_What to produce:_ Any picture must be dropped, but each line of the data should be duplicated exactly.

_Data shown:_
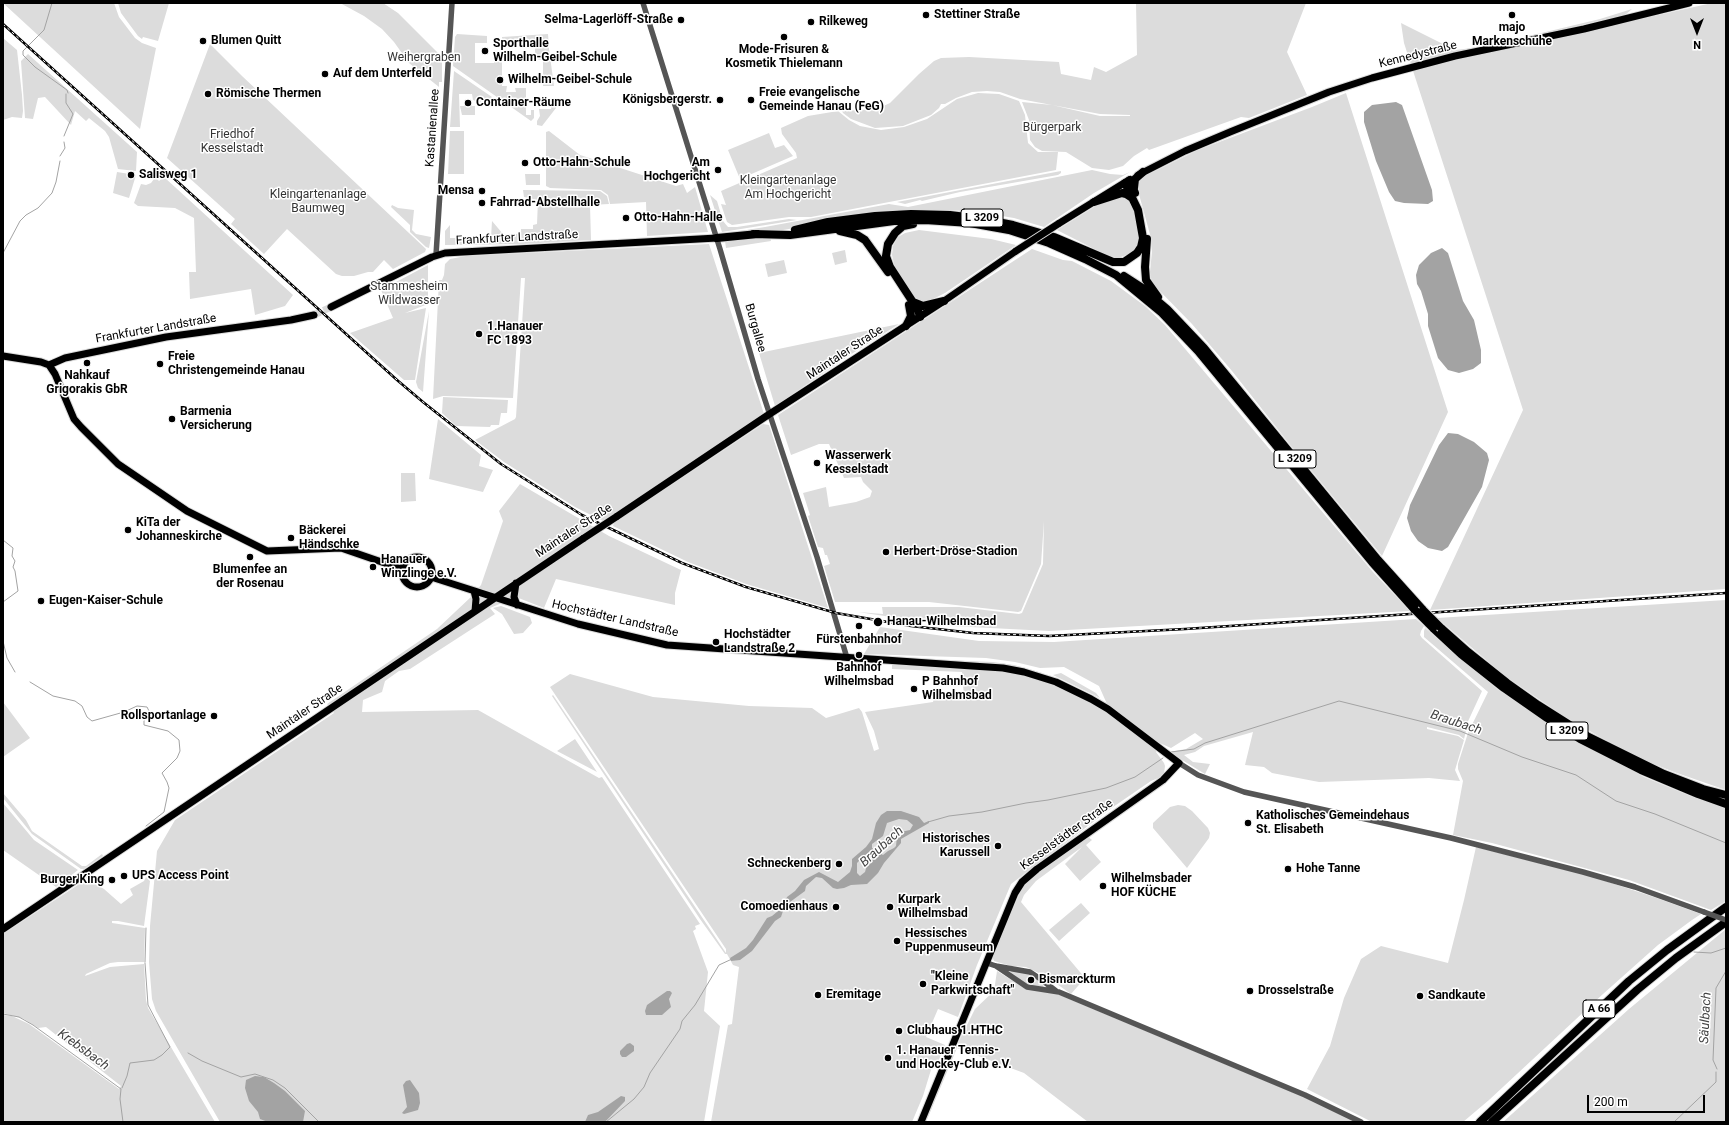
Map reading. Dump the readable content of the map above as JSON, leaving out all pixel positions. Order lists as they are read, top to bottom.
{
  "streets": {
    "highway": ["L 3209", "A 66"],
    "main road": [
      "Kennedystraße",
      "Frankfurter Landstraße",
      "Maintaler Straße",
      "Hochstädter Landstraße",
      "Kesselstädter Straße"
    ],
    "street": ["Kastanienallee", "Burgallee"]
  },
  "crossings": [
    ["Kennedystraße", "Maintaler Straße"],
    ["Kastanienallee", "Frankfurter Landstraße"],
    ["L 3209", "Frankfurter Landstraße"],
    ["L 3209", "Burgallee"],
    ["Frankfurter Landstraße", "Burgallee"],
    ["Burgallee", "Maintaler Straße"],
    ["Burgallee", "Hochstädter Landstraße"],
    ["Maintaler Straße", "Hochstädter Landstraße"],
    ["Hochstädter Landstraße", "Kesselstädter Straße"]
  ],
  "water": ["Braubach", "Säulbach", "Krebsbach"],
  "parks": [
    "Weihergraben",
    "Bürgerpark",
    "Friedhof Kesselstadt",
    "Kleingartenanlage Am Hochgericht",
    "Kleingartenanlage Baumweg",
    "Stammesheim Wildwasser"
  ],
  "places": [
    "Stettiner Straße",
    "majo Markenschuhe",
    "Selma-Lagerlöff-Straße",
    "Rilkeweg",
    "Mode-Frisuren & Kosmetik Thielemann",
    "Blumen Quitt",
    "Sporthalle Wilhelm-Geibel-Schule",
    "Auf dem Unterfeld",
    "Wilhelm-Geibel-Schule",
    "Römische Thermen",
    "Königsbergerstr.",
    "Freie evangelische Gemeinde Hanau (FeG)",
    "Container-Räume",
    "Otto-Hahn-Schule",
    "Am Hochgericht",
    "Salisweg 1",
    "Mensa",
    "Fahrrad-Abstellhalle",
    "Otto-Hahn-Halle",
    "1.Hanauer FC 1893",
    "Nahkauf Grigorakis GbR",
    "Freie Christengemeinde Hanau",
    "Barmenia Versicherung",
    "Wasserwerk Kesselstadt",
    "KiTa der Johanneskirche",
    "Bäckerei Händschke",
    "Herbert-Dröse-Stadion",
    "Blumenfee an der Rosenau",
    "Hanauer Winzlinge e.V.",
    "Eugen-Kaiser-Schule",
    "Hanau-Wilhelmsbad",
    "Fürstenbahnhof",
    "Hochstädter Landstraße 2",
    "Bahnhof Wilhelmsbad",
    "P Bahnhof Wilhelmsbad",
    "Rollsportanlage",
    "Katholisches Gemeindehaus St. Elisabeth",
    "Historisches Karussell",
    "Schneckenberg",
    "Hohe Tanne",
    "UPS Access Point",
    "Burger King",
    "Wilhelmsbader HOF KÜCHE",
    "Comoedienhaus",
    "Kurpark Wilhelmsbad",
    "Hessisches Puppenmuseum",
    "Bismarckturm",
    "\"Kleine Parkwirtschaft\"",
    "Drosselstraße",
    "Eremitage",
    "Sandkaute",
    "Clubhaus 1.HTHC",
    "1. Hanauer Tennis- und Hockey-Club e.V."
  ],
  "scale_bar": "200 m",
  "north": "bottom"
}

_Task answer:_
Map reading. Dump the readable content of the map above as JSON, leaving out all pixel positions. Order lists as they are read, top to bottom.
{
  "streets": {
    "highway": ["L 3209", "A 66"],
    "main road": [
      "Kennedystraße",
      "Frankfurter Landstraße",
      "Maintaler Straße",
      "Hochstädter Landstraße",
      "Kesselstädter Straße"
    ],
    "street": ["Kastanienallee", "Burgallee"]
  },
  "crossings": [
    ["Kennedystraße", "Maintaler Straße"],
    ["Kastanienallee", "Frankfurter Landstraße"],
    ["L 3209", "Frankfurter Landstraße"],
    ["L 3209", "Burgallee"],
    ["Frankfurter Landstraße", "Burgallee"],
    ["Burgallee", "Maintaler Straße"],
    ["Burgallee", "Hochstädter Landstraße"],
    ["Maintaler Straße", "Hochstädter Landstraße"],
    ["Hochstädter Landstraße", "Kesselstädter Straße"]
  ],
  "water": ["Braubach", "Säulbach", "Krebsbach"],
  "parks": [
    "Weihergraben",
    "Bürgerpark",
    "Friedhof Kesselstadt",
    "Kleingartenanlage Am Hochgericht",
    "Kleingartenanlage Baumweg",
    "Stammesheim Wildwasser"
  ],
  "places": [
    "Stettiner Straße",
    "majo Markenschuhe",
    "Selma-Lagerlöff-Straße",
    "Rilkeweg",
    "Mode-Frisuren & Kosmetik Thielemann",
    "Blumen Quitt",
    "Sporthalle Wilhelm-Geibel-Schule",
    "Auf dem Unterfeld",
    "Wilhelm-Geibel-Schule",
    "Römische Thermen",
    "Königsbergerstr.",
    "Freie evangelische Gemeinde Hanau (FeG)",
    "Container-Räume",
    "Otto-Hahn-Schule",
    "Am Hochgericht",
    "Salisweg 1",
    "Mensa",
    "Fahrrad-Abstellhalle",
    "Otto-Hahn-Halle",
    "1.Hanauer FC 1893",
    "Nahkauf Grigorakis GbR",
    "Freie Christengemeinde Hanau",
    "Barmenia Versicherung",
    "Wasserwerk Kesselstadt",
    "KiTa der Johanneskirche",
    "Bäckerei Händschke",
    "Herbert-Dröse-Stadion",
    "Blumenfee an der Rosenau",
    "Hanauer Winzlinge e.V.",
    "Eugen-Kaiser-Schule",
    "Hanau-Wilhelmsbad",
    "Fürstenbahnhof",
    "Hochstädter Landstraße 2",
    "Bahnhof Wilhelmsbad",
    "P Bahnhof Wilhelmsbad",
    "Rollsportanlage",
    "Katholisches Gemeindehaus St. Elisabeth",
    "Historisches Karussell",
    "Schneckenberg",
    "Hohe Tanne",
    "UPS Access Point",
    "Burger King",
    "Wilhelmsbader HOF KÜCHE",
    "Comoedienhaus",
    "Kurpark Wilhelmsbad",
    "Hessisches Puppenmuseum",
    "Bismarckturm",
    "\"Kleine Parkwirtschaft\"",
    "Drosselstraße",
    "Eremitage",
    "Sandkaute",
    "Clubhaus 1.HTHC",
    "1. Hanauer Tennis- und Hockey-Club e.V."
  ],
  "scale_bar": "200 m",
  "north": "bottom"
}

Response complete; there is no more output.